Exercise requirements:
Each line of the data below that carries the word "lane" needs to be copied.

Collected data:
####

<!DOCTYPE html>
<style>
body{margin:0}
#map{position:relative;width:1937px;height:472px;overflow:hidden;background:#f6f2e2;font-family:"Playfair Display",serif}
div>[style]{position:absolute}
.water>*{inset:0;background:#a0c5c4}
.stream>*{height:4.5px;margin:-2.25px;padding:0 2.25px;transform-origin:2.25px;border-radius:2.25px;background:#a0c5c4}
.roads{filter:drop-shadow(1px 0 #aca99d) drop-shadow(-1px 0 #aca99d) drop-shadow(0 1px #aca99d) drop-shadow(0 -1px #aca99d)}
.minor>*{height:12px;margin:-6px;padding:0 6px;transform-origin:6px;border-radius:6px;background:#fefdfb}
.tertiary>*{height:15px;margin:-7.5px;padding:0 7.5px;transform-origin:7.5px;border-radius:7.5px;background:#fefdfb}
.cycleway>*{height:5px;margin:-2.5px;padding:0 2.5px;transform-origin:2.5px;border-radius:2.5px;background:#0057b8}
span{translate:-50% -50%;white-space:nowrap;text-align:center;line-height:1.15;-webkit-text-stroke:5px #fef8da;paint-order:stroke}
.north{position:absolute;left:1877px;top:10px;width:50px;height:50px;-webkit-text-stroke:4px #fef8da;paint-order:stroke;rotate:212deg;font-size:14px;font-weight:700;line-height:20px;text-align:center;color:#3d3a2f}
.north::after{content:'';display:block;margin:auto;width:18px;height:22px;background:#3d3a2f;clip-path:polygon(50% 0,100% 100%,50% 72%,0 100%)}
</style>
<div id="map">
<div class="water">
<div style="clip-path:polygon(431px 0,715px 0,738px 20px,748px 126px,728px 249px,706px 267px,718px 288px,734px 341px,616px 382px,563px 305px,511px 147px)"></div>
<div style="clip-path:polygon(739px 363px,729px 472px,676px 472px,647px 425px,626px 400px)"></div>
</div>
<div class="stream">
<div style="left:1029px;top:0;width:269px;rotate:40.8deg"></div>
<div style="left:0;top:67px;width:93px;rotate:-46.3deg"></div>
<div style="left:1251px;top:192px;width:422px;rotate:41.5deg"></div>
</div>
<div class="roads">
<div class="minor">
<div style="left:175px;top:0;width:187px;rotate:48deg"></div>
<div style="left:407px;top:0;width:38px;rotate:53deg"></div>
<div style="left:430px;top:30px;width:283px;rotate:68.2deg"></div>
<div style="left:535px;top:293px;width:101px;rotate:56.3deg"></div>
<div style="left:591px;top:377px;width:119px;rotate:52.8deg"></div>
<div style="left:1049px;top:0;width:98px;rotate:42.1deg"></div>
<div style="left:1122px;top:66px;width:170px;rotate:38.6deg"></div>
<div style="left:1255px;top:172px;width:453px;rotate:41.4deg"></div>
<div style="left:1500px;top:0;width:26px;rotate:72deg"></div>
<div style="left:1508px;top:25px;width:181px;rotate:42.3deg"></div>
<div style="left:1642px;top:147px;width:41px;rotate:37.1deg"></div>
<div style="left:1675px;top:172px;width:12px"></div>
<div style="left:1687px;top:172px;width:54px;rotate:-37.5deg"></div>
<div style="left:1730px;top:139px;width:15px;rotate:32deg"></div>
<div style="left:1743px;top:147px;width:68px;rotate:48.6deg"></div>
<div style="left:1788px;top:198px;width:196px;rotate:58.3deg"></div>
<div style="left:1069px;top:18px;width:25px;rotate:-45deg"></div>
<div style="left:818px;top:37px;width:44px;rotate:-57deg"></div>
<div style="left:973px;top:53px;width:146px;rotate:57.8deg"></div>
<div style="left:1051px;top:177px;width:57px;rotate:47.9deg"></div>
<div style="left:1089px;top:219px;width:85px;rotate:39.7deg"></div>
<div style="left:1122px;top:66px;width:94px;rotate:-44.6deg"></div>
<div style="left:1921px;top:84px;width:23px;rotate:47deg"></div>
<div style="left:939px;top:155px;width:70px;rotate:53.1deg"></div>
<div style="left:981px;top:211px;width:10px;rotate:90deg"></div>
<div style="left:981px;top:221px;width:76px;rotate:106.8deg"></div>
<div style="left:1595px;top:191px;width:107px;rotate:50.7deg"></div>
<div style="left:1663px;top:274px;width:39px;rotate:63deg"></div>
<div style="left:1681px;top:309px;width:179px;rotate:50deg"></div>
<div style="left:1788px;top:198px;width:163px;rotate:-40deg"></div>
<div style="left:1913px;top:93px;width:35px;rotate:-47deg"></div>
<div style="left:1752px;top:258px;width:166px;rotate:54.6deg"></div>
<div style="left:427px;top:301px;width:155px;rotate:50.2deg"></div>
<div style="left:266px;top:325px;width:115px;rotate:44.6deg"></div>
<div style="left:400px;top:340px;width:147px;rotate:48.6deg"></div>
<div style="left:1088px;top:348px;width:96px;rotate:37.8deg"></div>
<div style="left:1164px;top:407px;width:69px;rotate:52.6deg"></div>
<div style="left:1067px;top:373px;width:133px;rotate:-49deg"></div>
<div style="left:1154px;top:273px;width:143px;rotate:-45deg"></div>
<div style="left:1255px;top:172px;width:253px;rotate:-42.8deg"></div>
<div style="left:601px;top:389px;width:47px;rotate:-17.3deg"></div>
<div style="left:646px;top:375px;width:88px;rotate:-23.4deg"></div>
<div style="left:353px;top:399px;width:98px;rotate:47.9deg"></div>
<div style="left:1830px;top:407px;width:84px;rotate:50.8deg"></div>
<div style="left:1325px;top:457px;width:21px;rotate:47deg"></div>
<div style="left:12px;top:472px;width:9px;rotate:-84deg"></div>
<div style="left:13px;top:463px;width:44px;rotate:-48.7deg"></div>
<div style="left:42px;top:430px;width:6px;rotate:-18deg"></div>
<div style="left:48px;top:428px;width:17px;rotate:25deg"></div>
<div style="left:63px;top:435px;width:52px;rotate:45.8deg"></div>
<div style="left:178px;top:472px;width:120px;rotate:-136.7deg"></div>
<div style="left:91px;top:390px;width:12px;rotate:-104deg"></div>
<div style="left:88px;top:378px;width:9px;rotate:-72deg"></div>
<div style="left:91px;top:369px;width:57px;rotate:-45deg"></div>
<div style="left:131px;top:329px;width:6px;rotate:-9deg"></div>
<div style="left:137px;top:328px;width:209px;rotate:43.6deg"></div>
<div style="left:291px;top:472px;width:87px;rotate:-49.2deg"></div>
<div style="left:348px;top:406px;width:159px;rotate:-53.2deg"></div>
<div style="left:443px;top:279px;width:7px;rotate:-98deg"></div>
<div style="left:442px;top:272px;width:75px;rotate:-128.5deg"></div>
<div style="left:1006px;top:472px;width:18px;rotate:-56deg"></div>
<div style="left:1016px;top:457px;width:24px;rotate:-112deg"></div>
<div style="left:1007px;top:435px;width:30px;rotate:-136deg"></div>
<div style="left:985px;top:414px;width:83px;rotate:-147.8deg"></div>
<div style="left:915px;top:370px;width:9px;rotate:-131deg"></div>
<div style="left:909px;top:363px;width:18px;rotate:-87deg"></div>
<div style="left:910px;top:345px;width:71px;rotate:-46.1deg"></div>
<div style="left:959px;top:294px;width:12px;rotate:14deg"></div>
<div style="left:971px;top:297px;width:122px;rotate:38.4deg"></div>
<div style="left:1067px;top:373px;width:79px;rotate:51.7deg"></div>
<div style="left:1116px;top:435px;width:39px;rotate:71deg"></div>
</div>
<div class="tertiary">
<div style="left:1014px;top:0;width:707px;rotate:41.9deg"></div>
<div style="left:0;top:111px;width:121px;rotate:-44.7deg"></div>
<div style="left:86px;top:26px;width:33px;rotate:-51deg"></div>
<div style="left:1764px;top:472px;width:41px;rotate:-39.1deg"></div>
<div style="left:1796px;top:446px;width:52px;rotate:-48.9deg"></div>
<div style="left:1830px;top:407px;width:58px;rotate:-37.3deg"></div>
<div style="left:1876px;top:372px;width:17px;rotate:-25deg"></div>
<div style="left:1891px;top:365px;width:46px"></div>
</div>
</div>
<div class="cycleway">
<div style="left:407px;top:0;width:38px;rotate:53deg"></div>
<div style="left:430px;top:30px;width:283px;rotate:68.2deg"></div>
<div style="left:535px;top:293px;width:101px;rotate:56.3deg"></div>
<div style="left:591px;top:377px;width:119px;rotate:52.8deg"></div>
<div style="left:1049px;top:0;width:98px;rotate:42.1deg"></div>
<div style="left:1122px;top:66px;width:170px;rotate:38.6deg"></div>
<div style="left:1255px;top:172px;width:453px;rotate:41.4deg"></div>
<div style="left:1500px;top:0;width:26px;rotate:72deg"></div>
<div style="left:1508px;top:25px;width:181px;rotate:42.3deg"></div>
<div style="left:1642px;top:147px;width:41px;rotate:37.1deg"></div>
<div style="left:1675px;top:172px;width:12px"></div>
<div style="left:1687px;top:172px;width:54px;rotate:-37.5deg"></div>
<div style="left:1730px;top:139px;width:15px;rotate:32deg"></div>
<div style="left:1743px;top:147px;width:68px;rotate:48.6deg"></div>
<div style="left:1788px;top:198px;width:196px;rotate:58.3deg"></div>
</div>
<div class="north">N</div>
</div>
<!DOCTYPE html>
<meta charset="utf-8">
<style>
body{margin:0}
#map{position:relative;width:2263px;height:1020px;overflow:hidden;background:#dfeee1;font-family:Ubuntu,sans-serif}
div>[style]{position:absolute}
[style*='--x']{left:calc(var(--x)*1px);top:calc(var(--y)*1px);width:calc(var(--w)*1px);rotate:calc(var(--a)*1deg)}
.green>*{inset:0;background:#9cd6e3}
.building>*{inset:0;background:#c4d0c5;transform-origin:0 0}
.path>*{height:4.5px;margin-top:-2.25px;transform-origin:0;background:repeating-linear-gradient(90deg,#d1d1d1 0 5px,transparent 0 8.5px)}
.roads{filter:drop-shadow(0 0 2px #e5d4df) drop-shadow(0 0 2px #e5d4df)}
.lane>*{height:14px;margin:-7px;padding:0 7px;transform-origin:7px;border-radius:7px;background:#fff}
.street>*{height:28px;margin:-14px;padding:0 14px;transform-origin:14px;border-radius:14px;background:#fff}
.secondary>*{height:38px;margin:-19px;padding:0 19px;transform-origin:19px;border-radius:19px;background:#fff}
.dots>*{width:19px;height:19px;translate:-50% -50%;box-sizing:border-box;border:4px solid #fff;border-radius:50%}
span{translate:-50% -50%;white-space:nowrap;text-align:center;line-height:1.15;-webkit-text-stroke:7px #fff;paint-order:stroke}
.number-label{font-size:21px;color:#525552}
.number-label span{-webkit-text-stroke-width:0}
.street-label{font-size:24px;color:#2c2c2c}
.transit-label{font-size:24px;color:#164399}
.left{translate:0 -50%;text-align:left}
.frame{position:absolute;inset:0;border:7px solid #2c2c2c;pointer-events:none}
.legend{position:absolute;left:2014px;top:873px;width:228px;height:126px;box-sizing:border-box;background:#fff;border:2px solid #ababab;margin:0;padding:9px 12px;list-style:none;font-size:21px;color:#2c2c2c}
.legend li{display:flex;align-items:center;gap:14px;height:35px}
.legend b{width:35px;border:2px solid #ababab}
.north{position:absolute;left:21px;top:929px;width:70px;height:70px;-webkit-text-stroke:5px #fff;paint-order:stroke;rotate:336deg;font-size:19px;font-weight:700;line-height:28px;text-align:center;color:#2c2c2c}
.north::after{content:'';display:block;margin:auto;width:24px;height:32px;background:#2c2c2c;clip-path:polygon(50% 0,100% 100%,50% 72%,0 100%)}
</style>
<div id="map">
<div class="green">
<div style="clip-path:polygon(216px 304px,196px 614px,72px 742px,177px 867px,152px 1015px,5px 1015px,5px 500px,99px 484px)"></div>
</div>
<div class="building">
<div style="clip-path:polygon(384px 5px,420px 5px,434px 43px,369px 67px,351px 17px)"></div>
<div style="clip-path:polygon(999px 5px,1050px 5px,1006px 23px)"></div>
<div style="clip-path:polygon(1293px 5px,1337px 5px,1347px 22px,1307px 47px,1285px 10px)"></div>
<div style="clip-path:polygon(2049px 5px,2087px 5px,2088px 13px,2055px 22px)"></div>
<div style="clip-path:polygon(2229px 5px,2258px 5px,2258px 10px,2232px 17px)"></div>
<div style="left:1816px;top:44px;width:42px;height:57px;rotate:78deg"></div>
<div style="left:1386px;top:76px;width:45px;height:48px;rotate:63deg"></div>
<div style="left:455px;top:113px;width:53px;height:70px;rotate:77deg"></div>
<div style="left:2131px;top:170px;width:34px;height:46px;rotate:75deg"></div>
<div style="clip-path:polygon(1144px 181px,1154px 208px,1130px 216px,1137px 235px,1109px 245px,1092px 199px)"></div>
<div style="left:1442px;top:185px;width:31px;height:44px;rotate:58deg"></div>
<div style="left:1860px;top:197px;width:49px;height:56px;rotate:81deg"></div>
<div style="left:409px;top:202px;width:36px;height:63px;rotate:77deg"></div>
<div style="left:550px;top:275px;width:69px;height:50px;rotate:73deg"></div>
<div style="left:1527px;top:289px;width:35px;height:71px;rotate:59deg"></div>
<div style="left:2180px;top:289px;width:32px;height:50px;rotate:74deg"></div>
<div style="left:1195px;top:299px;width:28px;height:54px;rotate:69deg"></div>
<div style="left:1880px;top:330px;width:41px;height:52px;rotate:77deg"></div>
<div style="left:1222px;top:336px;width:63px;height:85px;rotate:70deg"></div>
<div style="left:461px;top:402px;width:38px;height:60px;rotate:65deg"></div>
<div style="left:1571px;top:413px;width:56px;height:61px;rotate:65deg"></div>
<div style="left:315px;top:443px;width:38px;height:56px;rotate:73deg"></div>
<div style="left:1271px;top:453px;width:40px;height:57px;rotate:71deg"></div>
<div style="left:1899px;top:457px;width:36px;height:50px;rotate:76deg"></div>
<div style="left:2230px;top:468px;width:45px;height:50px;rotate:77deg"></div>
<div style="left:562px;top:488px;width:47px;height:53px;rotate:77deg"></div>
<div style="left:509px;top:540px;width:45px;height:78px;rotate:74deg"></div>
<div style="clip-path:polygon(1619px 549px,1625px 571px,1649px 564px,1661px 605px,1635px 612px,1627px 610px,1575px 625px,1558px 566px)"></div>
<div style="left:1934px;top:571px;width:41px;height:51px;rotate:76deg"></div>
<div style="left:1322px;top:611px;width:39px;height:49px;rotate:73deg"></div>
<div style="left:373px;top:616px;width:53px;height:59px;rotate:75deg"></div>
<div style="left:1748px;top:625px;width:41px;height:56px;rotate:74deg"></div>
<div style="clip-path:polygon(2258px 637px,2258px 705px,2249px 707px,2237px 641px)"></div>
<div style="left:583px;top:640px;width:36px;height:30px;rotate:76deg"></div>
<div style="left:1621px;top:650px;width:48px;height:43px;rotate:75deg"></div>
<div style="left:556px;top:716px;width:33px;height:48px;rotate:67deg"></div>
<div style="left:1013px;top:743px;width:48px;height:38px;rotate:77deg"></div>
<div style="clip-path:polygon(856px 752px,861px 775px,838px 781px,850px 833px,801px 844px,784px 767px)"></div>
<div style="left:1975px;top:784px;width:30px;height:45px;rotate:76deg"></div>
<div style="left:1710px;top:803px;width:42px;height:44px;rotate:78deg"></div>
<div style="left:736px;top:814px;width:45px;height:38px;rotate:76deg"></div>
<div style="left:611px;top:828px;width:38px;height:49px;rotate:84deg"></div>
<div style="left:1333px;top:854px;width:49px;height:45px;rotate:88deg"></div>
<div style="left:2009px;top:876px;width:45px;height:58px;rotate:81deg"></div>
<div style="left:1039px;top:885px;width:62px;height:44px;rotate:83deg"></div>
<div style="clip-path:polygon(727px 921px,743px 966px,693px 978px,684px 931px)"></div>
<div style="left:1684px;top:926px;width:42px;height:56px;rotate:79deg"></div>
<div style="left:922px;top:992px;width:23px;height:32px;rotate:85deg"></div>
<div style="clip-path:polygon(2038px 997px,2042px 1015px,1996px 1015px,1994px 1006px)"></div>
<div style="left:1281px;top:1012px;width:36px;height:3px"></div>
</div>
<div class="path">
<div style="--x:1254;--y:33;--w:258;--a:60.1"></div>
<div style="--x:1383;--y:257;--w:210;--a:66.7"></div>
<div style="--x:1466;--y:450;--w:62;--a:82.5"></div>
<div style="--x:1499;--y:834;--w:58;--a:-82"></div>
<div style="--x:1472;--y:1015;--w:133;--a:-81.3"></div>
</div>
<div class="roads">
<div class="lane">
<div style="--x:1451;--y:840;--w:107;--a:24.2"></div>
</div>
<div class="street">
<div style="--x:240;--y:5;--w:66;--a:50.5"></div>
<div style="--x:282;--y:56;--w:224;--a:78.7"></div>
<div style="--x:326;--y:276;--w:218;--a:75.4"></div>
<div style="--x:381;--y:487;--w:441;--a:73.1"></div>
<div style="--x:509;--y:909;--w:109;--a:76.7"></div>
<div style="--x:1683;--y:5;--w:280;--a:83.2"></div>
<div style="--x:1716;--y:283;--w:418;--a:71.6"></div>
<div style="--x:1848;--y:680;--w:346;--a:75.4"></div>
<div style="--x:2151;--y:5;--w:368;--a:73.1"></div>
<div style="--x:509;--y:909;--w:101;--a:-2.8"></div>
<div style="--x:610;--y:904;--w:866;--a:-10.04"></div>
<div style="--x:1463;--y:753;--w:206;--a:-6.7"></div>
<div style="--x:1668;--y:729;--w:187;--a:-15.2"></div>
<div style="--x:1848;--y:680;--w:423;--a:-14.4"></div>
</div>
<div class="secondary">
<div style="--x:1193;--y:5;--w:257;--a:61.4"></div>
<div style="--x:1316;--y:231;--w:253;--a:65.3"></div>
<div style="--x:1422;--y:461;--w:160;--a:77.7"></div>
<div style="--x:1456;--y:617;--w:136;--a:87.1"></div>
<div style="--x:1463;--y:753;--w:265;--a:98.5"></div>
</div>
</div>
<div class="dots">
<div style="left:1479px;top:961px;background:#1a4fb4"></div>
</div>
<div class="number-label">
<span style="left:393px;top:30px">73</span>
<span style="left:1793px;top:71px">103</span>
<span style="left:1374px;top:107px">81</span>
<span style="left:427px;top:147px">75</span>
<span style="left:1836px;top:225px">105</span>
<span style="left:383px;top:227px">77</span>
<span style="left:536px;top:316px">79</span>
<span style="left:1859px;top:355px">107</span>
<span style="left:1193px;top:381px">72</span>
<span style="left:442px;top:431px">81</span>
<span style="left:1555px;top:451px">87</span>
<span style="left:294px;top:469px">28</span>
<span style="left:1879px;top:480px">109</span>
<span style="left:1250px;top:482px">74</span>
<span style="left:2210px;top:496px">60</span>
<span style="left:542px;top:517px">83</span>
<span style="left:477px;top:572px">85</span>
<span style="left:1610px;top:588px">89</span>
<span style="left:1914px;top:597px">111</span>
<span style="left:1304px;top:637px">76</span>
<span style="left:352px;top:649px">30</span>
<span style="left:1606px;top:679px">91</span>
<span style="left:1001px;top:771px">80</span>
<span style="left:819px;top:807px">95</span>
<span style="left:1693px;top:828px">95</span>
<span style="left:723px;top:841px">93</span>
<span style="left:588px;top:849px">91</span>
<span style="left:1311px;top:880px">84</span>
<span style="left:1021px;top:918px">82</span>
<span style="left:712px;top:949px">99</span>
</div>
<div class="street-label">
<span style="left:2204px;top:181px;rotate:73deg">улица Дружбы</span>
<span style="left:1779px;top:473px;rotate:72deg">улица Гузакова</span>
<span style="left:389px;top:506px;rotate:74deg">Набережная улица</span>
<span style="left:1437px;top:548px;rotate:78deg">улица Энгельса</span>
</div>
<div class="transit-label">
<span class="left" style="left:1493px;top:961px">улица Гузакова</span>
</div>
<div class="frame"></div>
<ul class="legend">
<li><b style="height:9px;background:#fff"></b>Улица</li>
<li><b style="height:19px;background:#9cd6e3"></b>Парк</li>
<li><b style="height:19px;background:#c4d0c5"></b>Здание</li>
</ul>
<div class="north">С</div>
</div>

####

The answer:
.lane>*{height:14px;margin:-7px;padding:0 7px;transform-origin:7px;border-radius:7px;background:#fff}
<div class="lane">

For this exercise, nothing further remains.